- _What is needed_: Look through the data below, tally the lines where "labels" occurs, and write the total alone.

^^^^^^^^

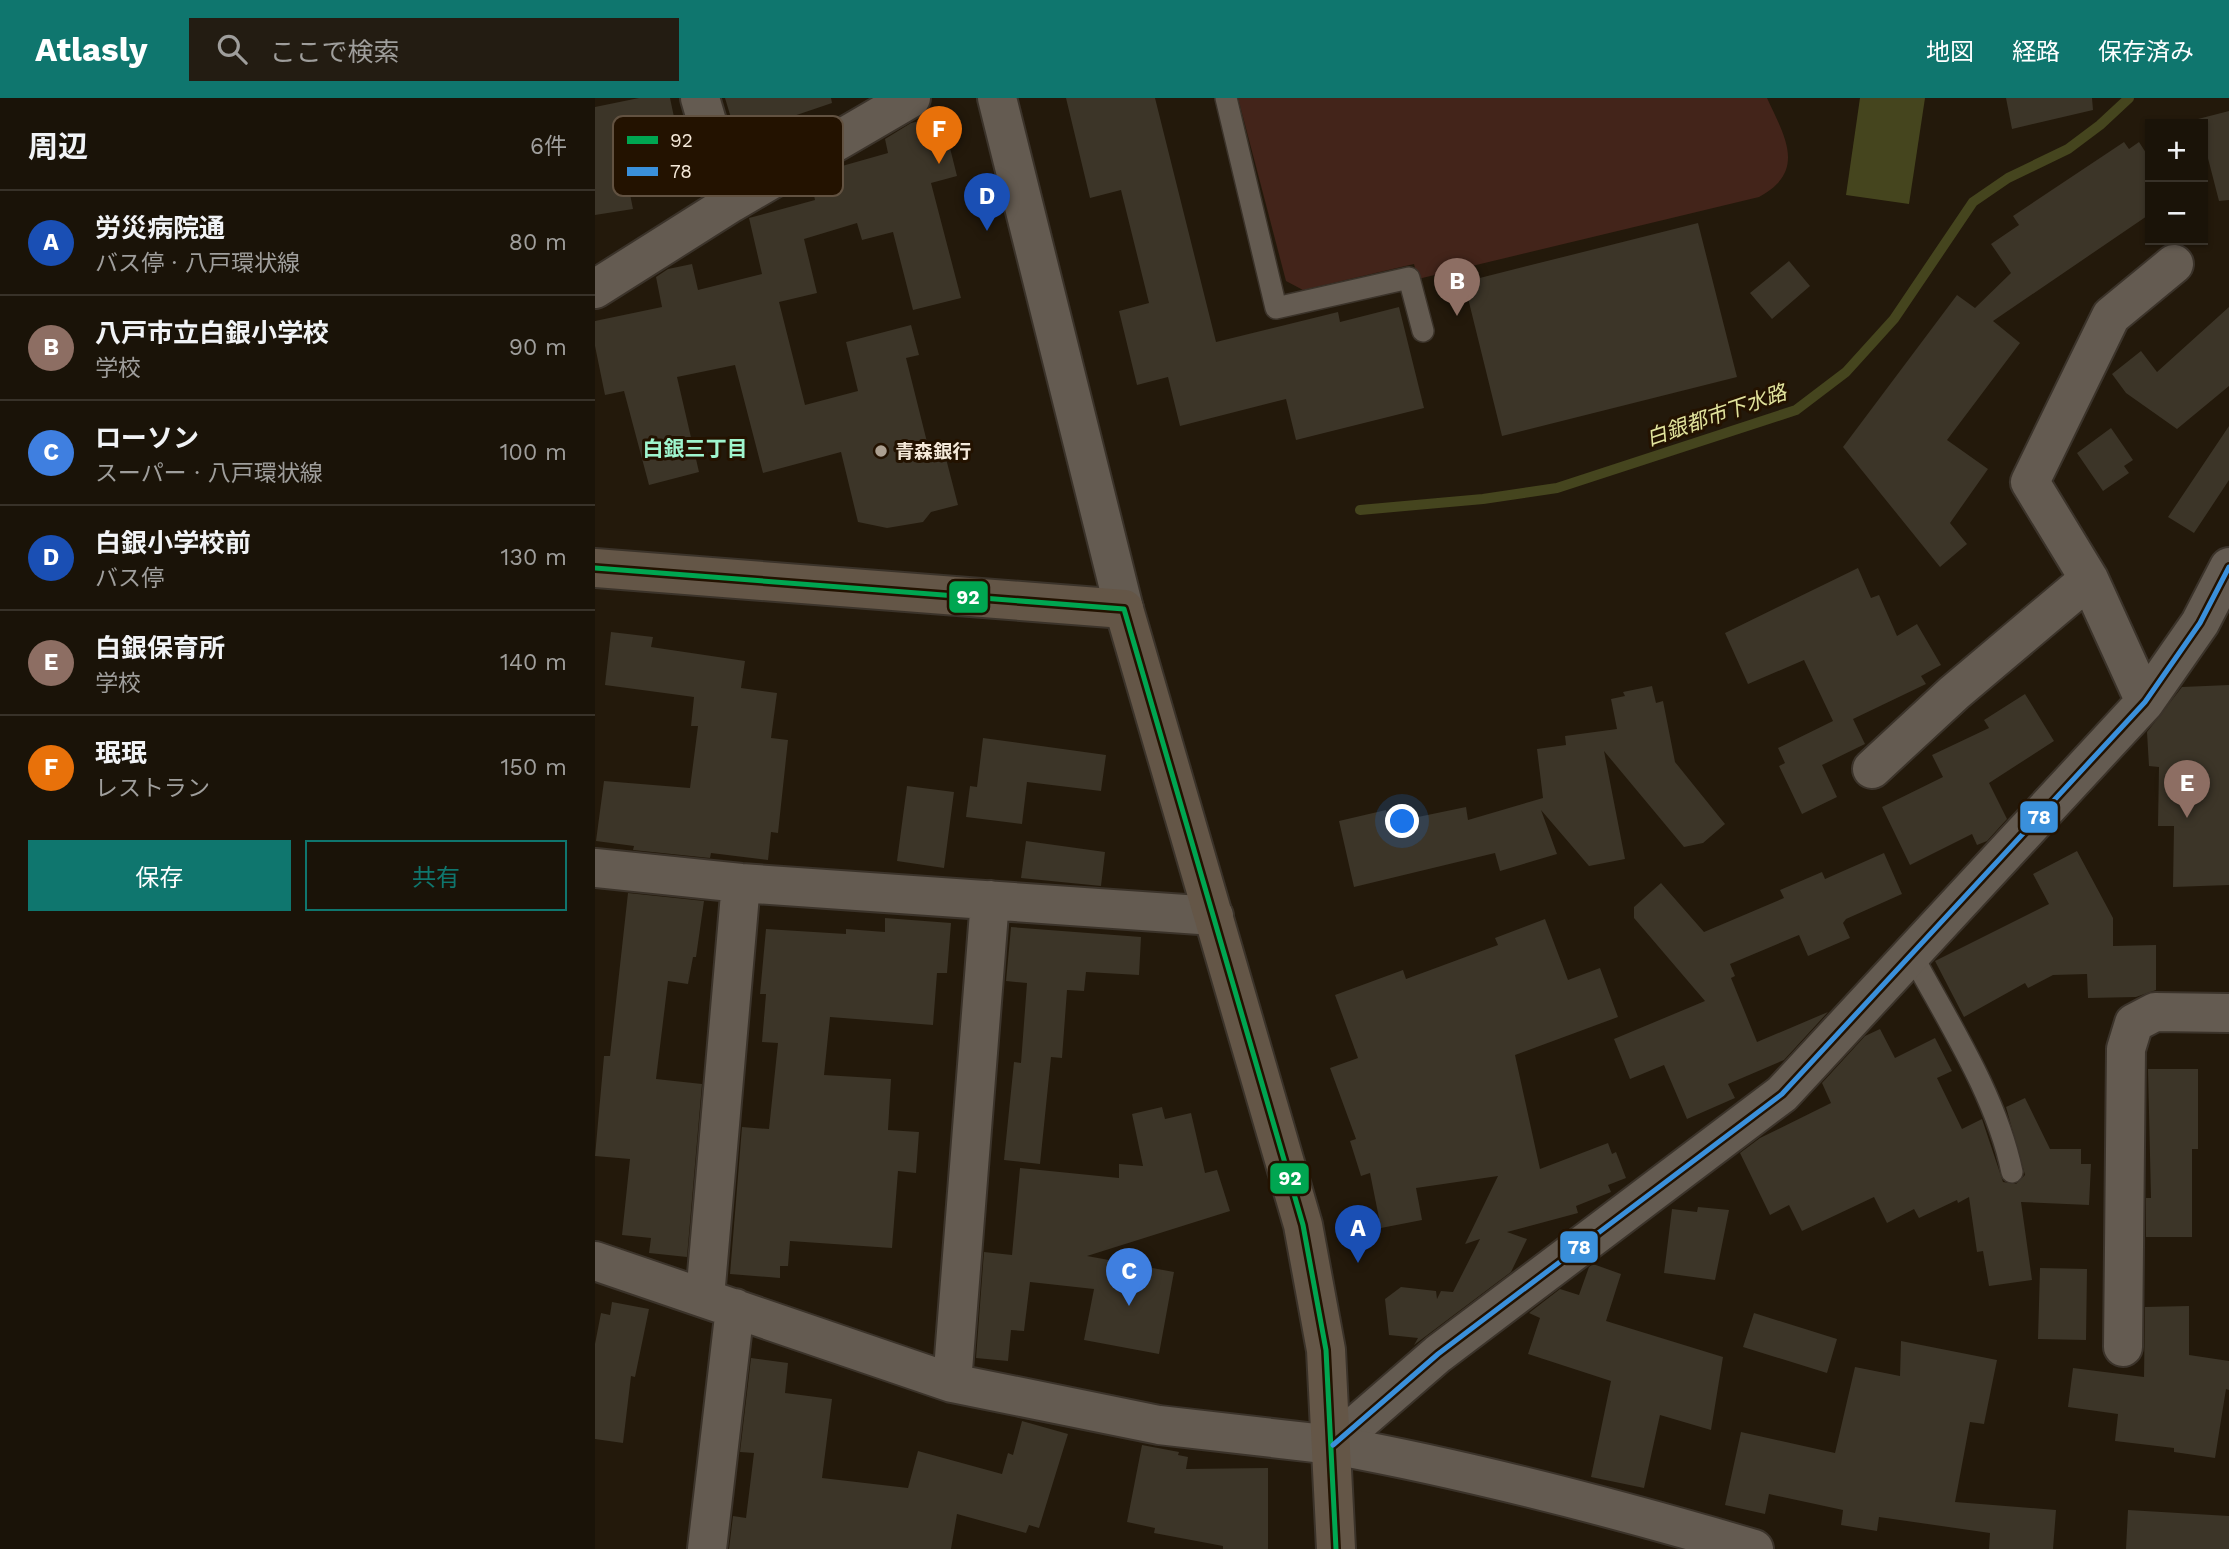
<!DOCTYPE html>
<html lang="ja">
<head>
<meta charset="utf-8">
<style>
  :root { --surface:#1a1308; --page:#231c12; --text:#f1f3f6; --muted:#9f9e9c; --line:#383229; --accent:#0f766e }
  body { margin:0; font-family:"Work Sans","Noto Sans JP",sans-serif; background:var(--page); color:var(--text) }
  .controls { position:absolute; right:21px; top:21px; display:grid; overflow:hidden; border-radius:0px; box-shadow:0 2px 5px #0004 }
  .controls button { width:63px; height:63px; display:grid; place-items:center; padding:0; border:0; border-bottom:2px solid var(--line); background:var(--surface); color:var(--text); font:35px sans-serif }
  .you { position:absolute; left:808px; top:724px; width:24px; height:24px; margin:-18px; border:5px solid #fff; border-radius:50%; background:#1a73e8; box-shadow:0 0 0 10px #1a73e833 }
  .badge { display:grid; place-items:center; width:46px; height:46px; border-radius:50%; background:var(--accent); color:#fff; font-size:23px; font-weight:700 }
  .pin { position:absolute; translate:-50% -58px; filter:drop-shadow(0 2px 4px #0008) }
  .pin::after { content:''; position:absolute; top:37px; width:24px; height:21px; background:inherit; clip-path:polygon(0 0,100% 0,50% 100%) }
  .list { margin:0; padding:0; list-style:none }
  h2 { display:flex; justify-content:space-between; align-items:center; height:91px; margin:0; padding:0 28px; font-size:30px }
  h2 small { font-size:23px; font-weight:400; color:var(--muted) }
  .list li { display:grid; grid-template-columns:46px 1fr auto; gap:21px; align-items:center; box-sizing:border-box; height:105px; padding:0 28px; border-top:2px solid var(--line) }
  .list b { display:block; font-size:26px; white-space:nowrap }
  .list p { margin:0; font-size:23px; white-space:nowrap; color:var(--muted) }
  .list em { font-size:23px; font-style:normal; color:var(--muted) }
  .actions { display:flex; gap:14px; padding:21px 28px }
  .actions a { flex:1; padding:16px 0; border:2px solid var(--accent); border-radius:0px; text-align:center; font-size:24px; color:var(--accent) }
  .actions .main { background:var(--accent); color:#fff }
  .icon { flex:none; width:38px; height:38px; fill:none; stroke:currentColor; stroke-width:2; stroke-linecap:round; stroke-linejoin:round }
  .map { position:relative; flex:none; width:1634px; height:1451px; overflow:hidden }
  header { display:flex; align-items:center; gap:42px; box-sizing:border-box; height:98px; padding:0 35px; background:var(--accent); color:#fff }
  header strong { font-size:33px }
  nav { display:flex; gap:38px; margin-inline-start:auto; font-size:24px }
  .search { width:490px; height:63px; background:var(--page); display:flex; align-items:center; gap:18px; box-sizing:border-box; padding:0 24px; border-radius:0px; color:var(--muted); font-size:26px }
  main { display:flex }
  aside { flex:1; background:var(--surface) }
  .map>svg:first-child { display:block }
  .green { fill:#43241a }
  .water { fill:#45451e }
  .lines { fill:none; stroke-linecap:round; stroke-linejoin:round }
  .stream { stroke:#45451e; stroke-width:10 }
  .building { fill:#3c3528 }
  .lane-casing { stroke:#3b332a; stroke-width:24 }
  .street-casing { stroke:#3b332a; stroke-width:42 }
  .secondary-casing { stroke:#3b332a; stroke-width:42 }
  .primary-casing { stroke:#3b332a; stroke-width:42 }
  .lane { stroke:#645b51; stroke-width:21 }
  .street { stroke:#645b51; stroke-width:38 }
  .secondary { stroke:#645b51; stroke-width:38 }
  .primary { stroke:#645647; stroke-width:38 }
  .bus-1-casing { stroke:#231200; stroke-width:10 }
  .bus-2-casing { stroke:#231200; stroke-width:10 }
  .bus-1 { stroke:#00a651; stroke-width:5 }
  .bus-2 { stroke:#3a90db; stroke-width:5 }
  .poi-dot { fill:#aca091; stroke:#231200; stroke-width:2.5 }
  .labels { text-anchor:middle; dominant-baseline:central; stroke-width:6; stroke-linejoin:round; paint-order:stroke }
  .poi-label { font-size:19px; font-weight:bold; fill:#f5e9d9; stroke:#231200; text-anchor:start }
  .water-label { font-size:21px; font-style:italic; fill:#e1e39c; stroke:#231200 }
  .neighbourhood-label { font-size:21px; font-weight:bold; fill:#9ff5ce; stroke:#231200 }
  .key { fill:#231200; stroke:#625241; stroke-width:2 }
  .key-label { font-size:19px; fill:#f5e9d9 }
  .line-badge { stroke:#231200; stroke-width:2.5 }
  .badge-label { font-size:19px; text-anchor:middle; font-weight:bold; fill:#fff }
</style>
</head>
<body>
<header>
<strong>Atlasly</strong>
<div class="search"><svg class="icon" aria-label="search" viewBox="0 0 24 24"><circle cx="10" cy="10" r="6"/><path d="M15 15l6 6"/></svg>ここで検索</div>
<nav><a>地図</a><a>経路</a><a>保存済み</a></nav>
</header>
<main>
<aside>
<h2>周辺<small>6件</small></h2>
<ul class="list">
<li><span class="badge" style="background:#1a4fb4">A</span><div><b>労災病院通</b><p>バス停 · 八戸環状線</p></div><em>80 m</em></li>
<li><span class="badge" style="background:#8d6e63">B</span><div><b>八戸市立白銀小学校</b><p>学校</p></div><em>90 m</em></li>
<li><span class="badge" style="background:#3f7fe0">C</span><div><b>ローソン</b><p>スーパー · 八戸環状線</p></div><em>100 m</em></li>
<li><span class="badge" style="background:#1a4fb4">D</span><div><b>白銀小学校前</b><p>バス停</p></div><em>130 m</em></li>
<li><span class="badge" style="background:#8d6e63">E</span><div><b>白銀保育所</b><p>学校</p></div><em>140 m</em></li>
<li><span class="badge" style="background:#e8710a">F</span><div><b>珉珉</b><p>レストラン</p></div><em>150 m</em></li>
</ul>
<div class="actions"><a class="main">保存</a><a>共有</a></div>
</aside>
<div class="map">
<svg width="1634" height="1451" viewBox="0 0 1634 1451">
  <rect width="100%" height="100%" fill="#23190b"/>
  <path class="green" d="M643,0H1172C1190,39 1212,73 1164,99L823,181L819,166L708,192L691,183Z"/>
  <path class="water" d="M1265,0H1330L1314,106L1251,97Z"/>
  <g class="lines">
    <path class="stream" d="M765,412L888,401L962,390L1201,312L1251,274L1299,221L1378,104L1413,80L1473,51L1505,27L1534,0"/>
  </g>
  <path class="building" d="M44,0H75L83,38L74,40L81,86L35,96L38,111L0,117V9Z
    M130,0H236L237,5L178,25L182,42L146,53Z
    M471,0H560L621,244L743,214L745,224L804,209L829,310L701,342L691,301L585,328L573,279L542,287L524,213L554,205L526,92L495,100Z
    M1411,0H1497L1498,12L1417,31Z
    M1634,13V102L1624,103L1608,41V26H1604L1603,21Z
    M347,18L362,78L336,85L366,200L318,212L298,134L267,142L262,125L209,141L222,195L184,204L210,307L263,293L251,244L316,227L324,257L311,260L333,348L347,345L363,407L336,414L328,424L292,430L263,424L246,354L168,375L140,267L82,279L104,374L54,387L29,293L10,297L0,248V223L67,209L61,179L73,171L97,166L103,192L167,176L154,120L220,102L218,93L244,87L240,70L293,55L290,41L316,25Z
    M1529,44L1534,51L1544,44L1555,61V116L1398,223L1425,245L1352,342L1393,371L1355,425L1372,446L1345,469L1248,349L1362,197L1380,210L1416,175L1396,146L1424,127L1418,118Z
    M1103,125L1142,279L907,338L869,184Z
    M1194,163L1215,188L1177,221L1155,195Z
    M1634,209V288L1582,331L1531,295L1517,276L1546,253L1562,274Z
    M1634,328V382L1599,435L1573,419Z
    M1516,330L1538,362L1529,368L1534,375L1508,393L1482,355Z
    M1263,470L1276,500L1284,497L1302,538L1322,526L1346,567L1326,578L1331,586L1258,621L1270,646L1227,667L1242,699L1207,716L1184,668L1190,665L1183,650L1238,623L1209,562L1153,586L1130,535Z
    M16,534L58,539L56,549L150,563L146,590L182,595L176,640L193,642L183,735L176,734L173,762L116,755L115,760L38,752L39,748L1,743L9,683L95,690L103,628H96L99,599L10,587Z
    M1634,587V787L1578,789L1579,728H1563L1564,669L1554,668L1552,634L1587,589Z
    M1057,588L1061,605L1068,603L1080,664L1130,726L1108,745L1089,749L1009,653L1030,761L994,768L946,712L962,756L905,773L900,755L759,789L744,723L791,712L794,725L871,709L873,722L948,700L942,651L971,647L970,638L1022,631L1016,601L1030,598L1028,594Z
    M1430,596L1459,643L1394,685L1412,721L1392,743L1382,747L1377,736L1315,767L1287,709L1348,679L1337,657L1394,630L1389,622Z
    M388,640L511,657L506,693L432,684L427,726L371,719L375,688L382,689Z
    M312,688L359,694L349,770L302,763Z
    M431,743L510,754L506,788L426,780Z
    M1482,753L1518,820V848L1561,847V892L1541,899L1493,900L1492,876L1458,877L1433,890L1430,885L1369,919L1340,863L1454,806L1438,776Z
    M1289,755L1307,796L1251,821L1248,825L1255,840L1213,858L1204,837L1135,866L1140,878L1136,880L1162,944L1233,914L1189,962L1133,986L1140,1000L1092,1021L1069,967L1035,981L1019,941L1110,903L1039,820V809L1066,785L1109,834L1189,800L1185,792L1227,774L1230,781Z
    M33,795L109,803L101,859H98L93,886L73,883L61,981L107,986L92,1159L54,1155L56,1140L27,1137L35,1061L0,1058L9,958H15Z
    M290,820L356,825L352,875H342L338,927L235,919L229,977L296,981L293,1032L324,1034L321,1075L303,1073L297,1150L195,1143L193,1168H185V1180L135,1176L147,1029L174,1031L183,945L167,944L171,896H165L171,831L251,836V831L290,834Z
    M950,821L973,882L1005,870L1023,919L920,957L945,1071L1013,1045L1017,1056L1021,1054L1031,1080L1013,1087L1016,1094L981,1108L983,1115L912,1134L932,1141L916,1174L819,1247L823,1240L794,1237L790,1201L806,1189L841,1193L842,1201L846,1193L858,1194L885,1141L870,1146L903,1078L821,1090L827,1122L786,1130L775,1075L766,1078L755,1043L761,1041L735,970L763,960L740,897L808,872L811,881L903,847L900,840Z
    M416,829L546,839L544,877L491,874L489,893L472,892L467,960L456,959L445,1066L409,1062L419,964L426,965L432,885L411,883Z
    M1285,931L1300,960L1340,940L1357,973L1342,980L1367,1031L1387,1021L1408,1084L1421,1086L1430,1077L1411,1009L1430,1000L1455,1051H1486V1066H1496L1494,1107L1426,1104L1437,1182L1394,1188L1388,1153L1382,1154L1374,1099L1363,1105L1362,1102L1324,1120L1319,1111L1292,1125L1279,1099L1207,1133L1194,1107L1175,1117L1145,1055L1165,1040L1236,1005L1227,985L1270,938Z
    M1553,971H1603V1051H1597V1139H1551V1100H1556Z
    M567,1009L570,1021L596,1015L610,1075L622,1072L635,1113L492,1158L579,1174L564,1256L489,1242L499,1191L435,1184L429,1233L416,1232L413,1263L381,1260L389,1154L417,1157L425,1070L524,1080V1066L548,1068L537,1016Z
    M1103,1109L1134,1112L1120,1182L1069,1175L1077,1111L1102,1114Z
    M998,1166L1026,1176L1011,1223L1128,1259L1116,1332L1065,1317L1049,1390L996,1379L1016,1283L933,1256L945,1220L934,1215L965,1191L984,1197L994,1169Z
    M1445,1170L1492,1171L1491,1242L1443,1241Z
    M17,1204L54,1211L40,1279L36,1278L28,1345L0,1341V1246L6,1215L15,1217Z
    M1594,1208V1257L1634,1263V1292L1631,1291L1620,1360L1579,1354V1350L1520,1343L1523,1316L1473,1309L1478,1270L1549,1279L1550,1209Z
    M1159,1215L1242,1241L1232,1275L1148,1249Z
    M1306,1243L1402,1262L1389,1326L1375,1324L1360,1404L1461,1412L1458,1451H1394L1395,1435L1284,1419L1282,1433L1246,1427L1248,1412L1174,1396L1170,1416L1130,1407L1146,1334L1240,1355L1260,1269L1305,1278Z
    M156,1260L193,1265L190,1295L237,1301L227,1380L313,1390L323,1353L407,1376L413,1355L418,1357L427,1323L473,1336L444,1430L434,1427L431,1435L362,1416L356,1451H134L138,1418L151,1420L159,1355L145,1354Z
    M547,1347L584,1354L583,1357L593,1359L591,1371L673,1370V1451H628V1448L559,1435L560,1430L532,1424Z
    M1533,1412L1634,1418V1451H1531Z"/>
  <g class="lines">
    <g class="lane-casing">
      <path id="lane" d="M631,0L681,210L814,180L828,233
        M1316,855C1353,924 1401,997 1417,1074"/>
    </g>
    <g class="street-casing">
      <path id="street" d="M105,0L136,105
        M0,191L136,105L316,0
        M1550,604L1494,481L1435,384L1516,218L1579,166
        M1277,671L1359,595L1494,481
        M0,770L146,785L619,818
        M0,1163L357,1285L564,1327L738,1347L843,1256L1187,996L1550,604L1605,525L1634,469
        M110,1199L146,785
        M1528,1249L1531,951L1539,925L1560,914L1634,915
        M357,1285L395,802
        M112,1451L140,1210"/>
    </g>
    <g class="secondary-casing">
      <path id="secondary" d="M402,0L529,511
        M738,1347C880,1373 1020,1410 1159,1451"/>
    </g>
    <g class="primary-casing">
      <path id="primary" d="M0,470L529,511L708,1127L731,1252L741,1451"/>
    </g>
    <use href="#lane" class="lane"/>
    <use href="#street" class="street"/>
    <use href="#secondary" class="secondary"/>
    <use href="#primary" class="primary"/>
    <g class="bus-1-casing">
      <path id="bus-1" d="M0,470L529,511L708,1127L731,1252L741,1451"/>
    </g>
    <g class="bus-2-casing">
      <path id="bus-2" d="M738,1347L843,1256L1187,996L1550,604L1605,525L1634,469"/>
    </g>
    <use href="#bus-1" class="bus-1"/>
    <use href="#bus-2" class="bus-2"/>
  </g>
  <circle class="poi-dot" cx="286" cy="353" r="7"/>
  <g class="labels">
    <g class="poi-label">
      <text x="300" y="353">青森銀行</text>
    </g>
    <g class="water-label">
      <text transform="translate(1121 317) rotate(-19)">白銀都市下水路</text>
    </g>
    <g class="neighbourhood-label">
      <text x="100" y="350">白銀三丁目</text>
    </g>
  </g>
  <rect x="18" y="18" width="230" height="80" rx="10" class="key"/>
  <rect x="32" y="38" width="31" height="8" fill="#00a651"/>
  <rect x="32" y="69" width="31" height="9" fill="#3a90db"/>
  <g class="key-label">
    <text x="75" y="49">92</text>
    <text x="75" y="80">78</text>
  </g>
  <g class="line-badge">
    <rect x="353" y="482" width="41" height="34" rx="7" fill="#00a651"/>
    <rect x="1424" y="702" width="40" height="34" rx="7" fill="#3a90db"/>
    <rect x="674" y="1064" width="41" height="33" rx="7" fill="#00a651"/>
    <rect x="964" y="1132" width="40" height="34" rx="7" fill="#3a90db"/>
  </g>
  <g class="badge-label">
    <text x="373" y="506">92</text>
    <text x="1444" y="726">78</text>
    <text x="695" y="1087">92</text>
    <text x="984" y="1156">78</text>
  </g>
</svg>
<div class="controls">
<button>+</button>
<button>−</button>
</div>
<div class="you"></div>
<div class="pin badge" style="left:763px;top:1165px;background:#1a4fb4">A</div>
<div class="pin badge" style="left:862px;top:218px;background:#8d6e63">B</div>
<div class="pin badge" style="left:534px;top:1208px;background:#3f7fe0">C</div>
<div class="pin badge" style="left:392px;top:133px;background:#1a4fb4">D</div>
<div class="pin badge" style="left:1592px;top:720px;background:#8d6e63">E</div>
<div class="pin badge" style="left:344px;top:66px;background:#e8710a">F</div>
</div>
</main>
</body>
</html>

^^^^^^^^

- _Task solution_: 2